- [Aim of the task]:
Scan the data, and whenever a line contains "overflow", copy it.

Provided data below:

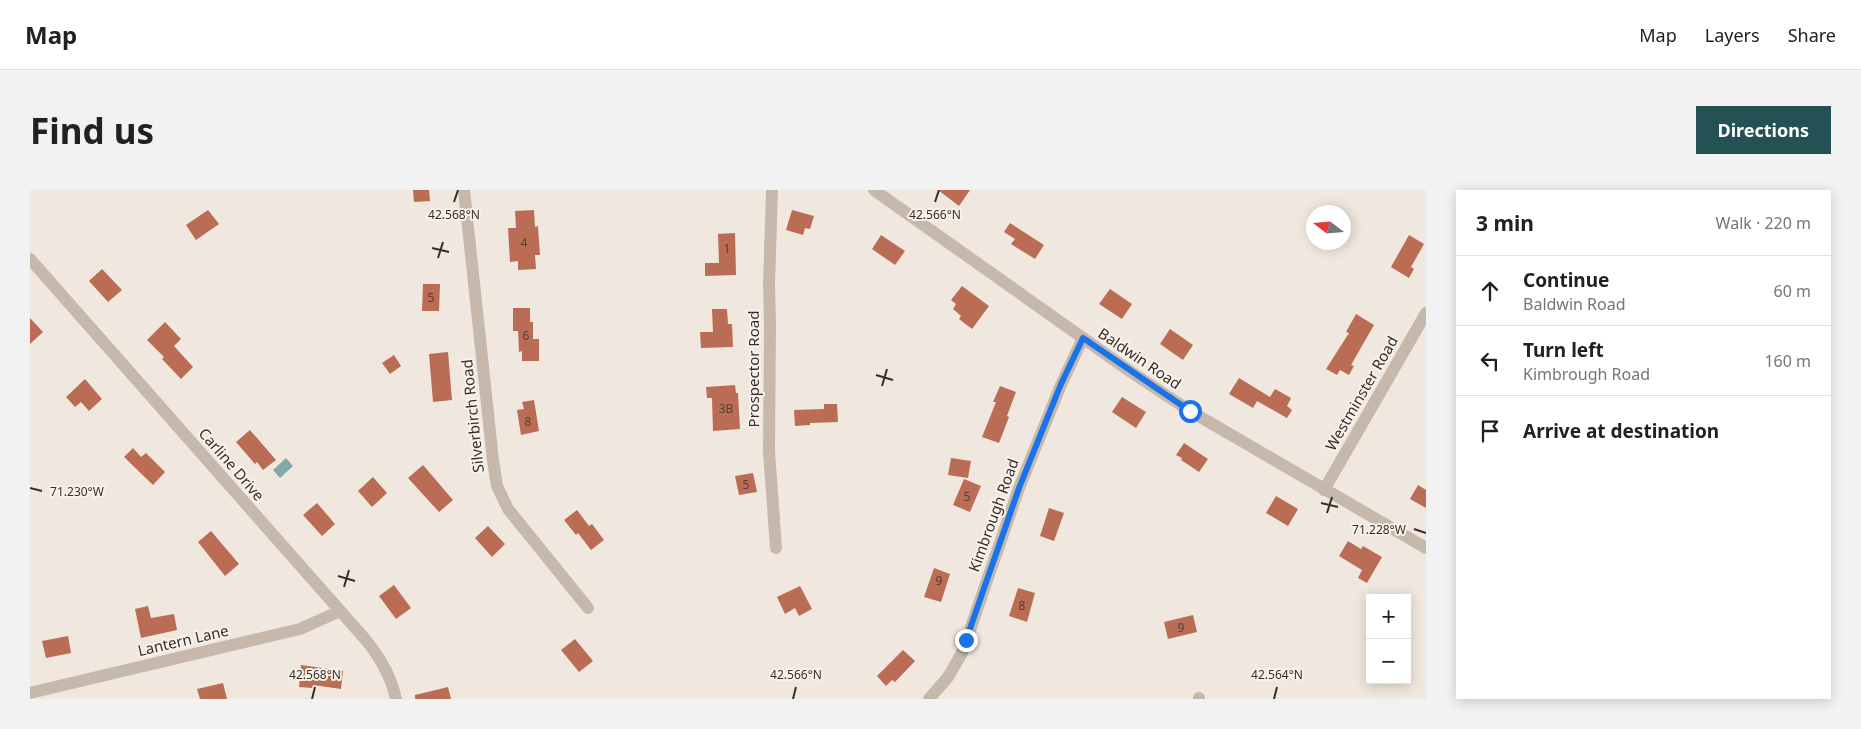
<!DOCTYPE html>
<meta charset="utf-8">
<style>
body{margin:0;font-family:"Noto Sans",sans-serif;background:#f2f2f2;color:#202124}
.controls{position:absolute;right:15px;bottom:15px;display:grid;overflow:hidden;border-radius:0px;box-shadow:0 2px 12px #0003}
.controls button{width:45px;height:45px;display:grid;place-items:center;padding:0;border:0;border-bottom:1px solid #e0e0e0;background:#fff;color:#202124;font:25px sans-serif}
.compass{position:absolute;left:1276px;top:15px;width:45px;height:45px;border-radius:50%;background:#fff;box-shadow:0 2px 12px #0003;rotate:286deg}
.stop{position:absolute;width:15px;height:15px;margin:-11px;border:4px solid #1a73e8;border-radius:50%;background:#fff}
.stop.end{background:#1a73e8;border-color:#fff;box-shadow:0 1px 5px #0008}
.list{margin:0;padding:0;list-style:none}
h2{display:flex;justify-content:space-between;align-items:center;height:65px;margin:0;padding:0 20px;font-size:21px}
h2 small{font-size:16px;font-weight:400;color:#757577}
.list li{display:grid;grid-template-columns:32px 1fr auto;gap:15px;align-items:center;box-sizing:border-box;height:70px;padding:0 20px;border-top:1px solid #e0e0e0}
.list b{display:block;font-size:19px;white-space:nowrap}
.list p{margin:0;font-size:16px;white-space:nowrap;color:#757577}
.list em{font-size:16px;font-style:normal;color:#757577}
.icon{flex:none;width:28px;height:28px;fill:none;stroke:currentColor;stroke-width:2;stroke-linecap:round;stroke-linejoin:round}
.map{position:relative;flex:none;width:1396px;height:509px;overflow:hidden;border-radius:0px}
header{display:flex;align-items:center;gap:30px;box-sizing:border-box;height:70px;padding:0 25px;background:#fff;border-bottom:1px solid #e0e0e0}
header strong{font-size:24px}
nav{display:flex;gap:28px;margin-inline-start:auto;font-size:18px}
.intro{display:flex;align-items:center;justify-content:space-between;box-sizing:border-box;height:120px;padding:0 30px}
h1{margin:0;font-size:35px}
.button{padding:12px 22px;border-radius:0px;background:#245154;color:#fff;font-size:18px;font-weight:700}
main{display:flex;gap:30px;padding:0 30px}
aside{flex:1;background:#fff;border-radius:0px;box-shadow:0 2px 12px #0003}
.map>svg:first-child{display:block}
.water{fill:#81a9ab}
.building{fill:#ba6c54}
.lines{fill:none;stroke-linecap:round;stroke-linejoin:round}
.minor{stroke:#c7b8ac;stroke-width:12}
.route{stroke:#1a73e8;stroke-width:6}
.ticks{fill:none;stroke:#362e2a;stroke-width:2}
.labels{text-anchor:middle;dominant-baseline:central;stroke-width:4;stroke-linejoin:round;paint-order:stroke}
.number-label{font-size:12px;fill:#573e34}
.street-label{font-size:15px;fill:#362e2a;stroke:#f8f2eb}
.ticks-label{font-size:12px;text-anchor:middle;fill:#362e2a;stroke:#f8f2eb;stroke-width:4;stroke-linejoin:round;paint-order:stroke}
</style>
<header>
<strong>Map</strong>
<nav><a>Map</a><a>Layers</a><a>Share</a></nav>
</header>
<div class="intro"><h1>Find us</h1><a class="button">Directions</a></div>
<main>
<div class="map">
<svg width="1396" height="509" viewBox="0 0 1396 509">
<rect width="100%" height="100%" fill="#f0e8df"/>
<!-- water -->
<path class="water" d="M 256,268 L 263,276 L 250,288 L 243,280 Z"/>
<!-- building -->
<g class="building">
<path d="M 383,0 L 399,0 L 400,11 L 384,12 Z"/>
<path d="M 908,0 L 940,0 L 929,16 Z"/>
<path d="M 178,20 L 189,34 L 166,50 L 156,35 Z"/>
<path d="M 504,20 L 505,37 L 508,36 L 510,65 L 505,65 L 506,79 L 488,80 L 488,71 L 480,72 L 478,38 L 486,38 L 485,21 Z"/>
<path d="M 762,20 L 784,26 L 780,39 L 775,38 L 773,45 L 756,40 Z"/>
<path d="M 980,33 L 1014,55 L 1005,69 L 981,54 L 985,49 L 974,42 Z"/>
<path d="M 705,43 L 706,85 L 675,86 L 675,73 L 689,73 L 688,44 Z"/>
<path d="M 851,45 L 875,61 L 865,75 L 842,59 Z"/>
<path d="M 1379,45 L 1394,54 L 1381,77 L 1384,79 L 1379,88 L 1361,77 Z"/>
<path d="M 72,79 L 92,100 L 78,112 L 59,91 Z"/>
<path d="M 393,94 L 410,94 L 409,121 L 392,121 Z"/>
<path d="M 932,96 L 959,116 L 942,139 L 929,129 L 931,126 L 923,119 L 926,114 L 921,110 Z"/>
<path d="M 1080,99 L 1102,114 L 1092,129 L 1069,114 Z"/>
<path d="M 483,118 L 500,118 L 500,132 L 503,132 L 503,149 L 509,149 L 509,171 L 492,171 L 492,161 L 489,162 L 488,141 L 483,141 Z"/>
<path d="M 682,119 L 697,119 L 698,134 L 702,134 L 703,157 L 671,158 L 670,142 L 683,142 Z"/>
<path d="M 1326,124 L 1344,135 L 1321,175 L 1324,176 L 1319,185 L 1310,180 L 1307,185 L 1296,179 L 1319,143 L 1316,142 Z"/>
<path d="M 0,128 L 13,142 L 0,154 Z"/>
<path d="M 135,132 L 151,149 L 144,156 L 163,177 L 151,189 L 132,169 L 134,167 L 117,150 Z"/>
<path d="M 1140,139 L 1163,155 L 1153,170 L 1130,154 Z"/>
<path d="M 418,162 L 422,210 L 403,212 L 399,164 Z"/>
<path d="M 364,165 L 371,176 L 360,184 L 352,173 Z"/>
<path d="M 1209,188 L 1240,207 L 1245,199 L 1261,208 L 1257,216 L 1262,220 L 1257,228 L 1227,211 L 1223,218 L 1199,204 Z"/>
<path d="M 55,189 L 72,209 L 59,221 L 51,212 L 45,217 L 36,207 Z"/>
<path d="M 705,195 L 706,203 L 708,203 L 710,239 L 683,241 L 682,208 L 677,208 L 676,197 Z"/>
<path d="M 970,196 L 986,202 L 977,226 L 979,227 L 969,253 L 952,247 L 966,212 L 963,212 Z"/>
<path d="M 1092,207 L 1116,222 L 1106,238 L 1082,222 Z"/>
<path d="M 504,210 L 509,241 L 491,245 L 487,220 L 494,219 L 492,212 Z"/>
<path d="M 794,214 L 807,214 L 808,232 L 780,233 L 780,235 L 765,236 L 764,220 L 794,219 Z"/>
<path d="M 220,240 L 246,270 L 233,280 L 227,272 L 225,274 L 206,252 Z"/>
<path d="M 1154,253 L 1178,269 L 1169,282 L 1151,270 L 1152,268 L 1146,265 Z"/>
<path d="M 103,258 L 111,267 L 116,263 L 135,282 L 123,295 L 94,267 Z"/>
<path d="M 921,268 L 941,271 L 938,288 L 918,285 Z"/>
<path d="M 393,275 L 423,310 L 409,322 L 378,288 Z"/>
<path d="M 723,283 L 727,302 L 709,305 L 705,286 Z"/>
<path d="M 343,287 L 357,303 L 342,317 L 328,301 Z"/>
<path d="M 934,289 L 951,296 L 940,322 L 923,315 Z"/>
<path d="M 1388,295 L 1396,300 L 1396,318 L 1380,309 Z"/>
<path d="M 1246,306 L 1268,319 L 1258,336 L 1236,323 Z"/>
<path d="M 287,313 L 305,334 L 292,346 L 273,325 Z"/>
<path d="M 1019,318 L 1034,323 L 1024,351 L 1010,346 Z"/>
<path d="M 547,320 L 559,336 L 562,334 L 574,350 L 561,360 L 548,343 L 546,345 L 534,330 Z"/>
<path d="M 458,336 L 475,354 L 462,367 L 445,348 Z"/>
<path d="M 181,341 L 209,374 L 195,386 L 168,352 Z"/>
<path d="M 1318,351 L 1331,359 L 1333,356 L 1352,367 L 1337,393 L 1328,388 L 1332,380 L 1309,366 Z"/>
<path d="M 904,378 L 920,384 L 911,412 L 894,407 Z"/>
<path d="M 364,395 L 381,418 L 366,429 L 349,406 Z"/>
<path d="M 770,396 L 782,419 L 769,426 L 765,418 L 755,424 L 747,407 Z"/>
<path d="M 988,398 L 1005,403 L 997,432 L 979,426 Z"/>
<path d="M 118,416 L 121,428 L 144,424 L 147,440 L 111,448 L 105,419 Z"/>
<path d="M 1163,425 L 1167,442 L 1138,449 L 1134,432 Z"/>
<path d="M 38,446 L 41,463 L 16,468 L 12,451 Z"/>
<path d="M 545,449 L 563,471 L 549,482 L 531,460 Z"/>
<path d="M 873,460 L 885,471 L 865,492 L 862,490 L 856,496 L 847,486 Z"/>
<path d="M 271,475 L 313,481 L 311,499 L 283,495 L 282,498 L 269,497 Z"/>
<path d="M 193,493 L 197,509 L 170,509 L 167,499 Z"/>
<path d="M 418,497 L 421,509 L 385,509 L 385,505 Z"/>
</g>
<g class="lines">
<!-- minor -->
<g class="minor">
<path d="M 434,0 L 463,270 L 467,296 L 478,319 L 558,418"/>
<path d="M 742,0 L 739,94 L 740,134 L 739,261 L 746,358"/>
<path d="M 844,0 L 1101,182 L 1160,221 L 1396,358"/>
<path d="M 0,69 L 335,449 C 350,467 361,486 366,509"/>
<path d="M 1294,300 L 1396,123"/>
<path d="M 0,503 L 270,439 L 310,421"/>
<path d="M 1169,508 L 1169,509"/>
<path d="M 899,509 L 918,487 L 932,463 L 989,298 L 1031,195 L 1053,148"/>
</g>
</g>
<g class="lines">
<!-- route -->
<path class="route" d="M 936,450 L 989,298 L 1031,194 L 1053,148 L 1160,221"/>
</g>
<!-- ticks -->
<path class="ticks" d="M 424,12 L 428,0M 905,12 L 909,0M 402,58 L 419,62M 408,68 L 413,52M 846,185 L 863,190M 852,196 L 857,179M 0,298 L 12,301M 1291,313 L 1308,317M 1297,323 L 1302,307M 1384,339 L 1396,343M 308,386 L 325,391M 314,397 L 319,380M 282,509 L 285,497M 763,509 L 766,497M 1244,509 L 1247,497"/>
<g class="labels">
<!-- number labels -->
<g class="number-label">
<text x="494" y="52">4</text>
<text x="697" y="58">1</text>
<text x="401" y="107">5</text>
<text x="496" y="145">6</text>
<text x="696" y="218">3B</text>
<text x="498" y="231">8</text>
<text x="716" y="294">5</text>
<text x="937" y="306">5</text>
<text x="909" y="390">9</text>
<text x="992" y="415">8</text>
<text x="1151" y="437">9</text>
</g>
<!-- street labels -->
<g class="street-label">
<text transform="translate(1110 168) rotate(34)">Baldwin Road</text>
<text transform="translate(723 179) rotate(-90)">Prospector Road</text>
<text transform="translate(1331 203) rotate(-60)">Westminster Road</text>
<text transform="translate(442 226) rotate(-96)">Silverbirch Road</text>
<text transform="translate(202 274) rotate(49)">Carline Drive</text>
<text transform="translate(963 325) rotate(-70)">Kimbrough Road</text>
<text transform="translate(153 450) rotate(-13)">Lantern Lane</text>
</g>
</g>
<g class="ticks-label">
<text x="424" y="29">42.568°N</text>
<text x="905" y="29">42.566°N</text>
<text x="47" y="306">71.230°W</text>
<text x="1349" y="344">71.228°W</text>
<text x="285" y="489">42.568°N</text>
<text x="766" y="489">42.566°N</text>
<text x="1247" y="489">42.564°N</text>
</g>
</svg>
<div class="controls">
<button>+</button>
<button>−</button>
</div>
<svg class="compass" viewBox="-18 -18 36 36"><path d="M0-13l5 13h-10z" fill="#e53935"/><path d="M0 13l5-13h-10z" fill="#757577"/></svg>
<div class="stop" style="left:1160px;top:221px"></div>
<div class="stop end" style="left:936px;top:450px"></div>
</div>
<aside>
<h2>3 min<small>Walk · 220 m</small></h2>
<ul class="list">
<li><svg class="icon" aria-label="ahead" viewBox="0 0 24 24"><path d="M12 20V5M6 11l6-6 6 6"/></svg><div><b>Continue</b><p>Baldwin Road</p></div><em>60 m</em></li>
<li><svg class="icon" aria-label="left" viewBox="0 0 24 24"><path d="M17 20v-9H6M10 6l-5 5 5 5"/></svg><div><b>Turn left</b><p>Kimbrough Road</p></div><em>160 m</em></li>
<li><svg class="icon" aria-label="arrive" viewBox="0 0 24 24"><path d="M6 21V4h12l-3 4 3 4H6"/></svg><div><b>Arrive at destination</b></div></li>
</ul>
</aside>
</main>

End of Provided data.

- [Written response]:
.controls{position:absolute;right:15px;bottom:15px;display:grid;overflow:hidden;border-radius:0px;box-shadow:0 2px 12px #0003}
.map{position:relative;flex:none;width:1396px;height:509px;overflow:hidden;border-radius:0px}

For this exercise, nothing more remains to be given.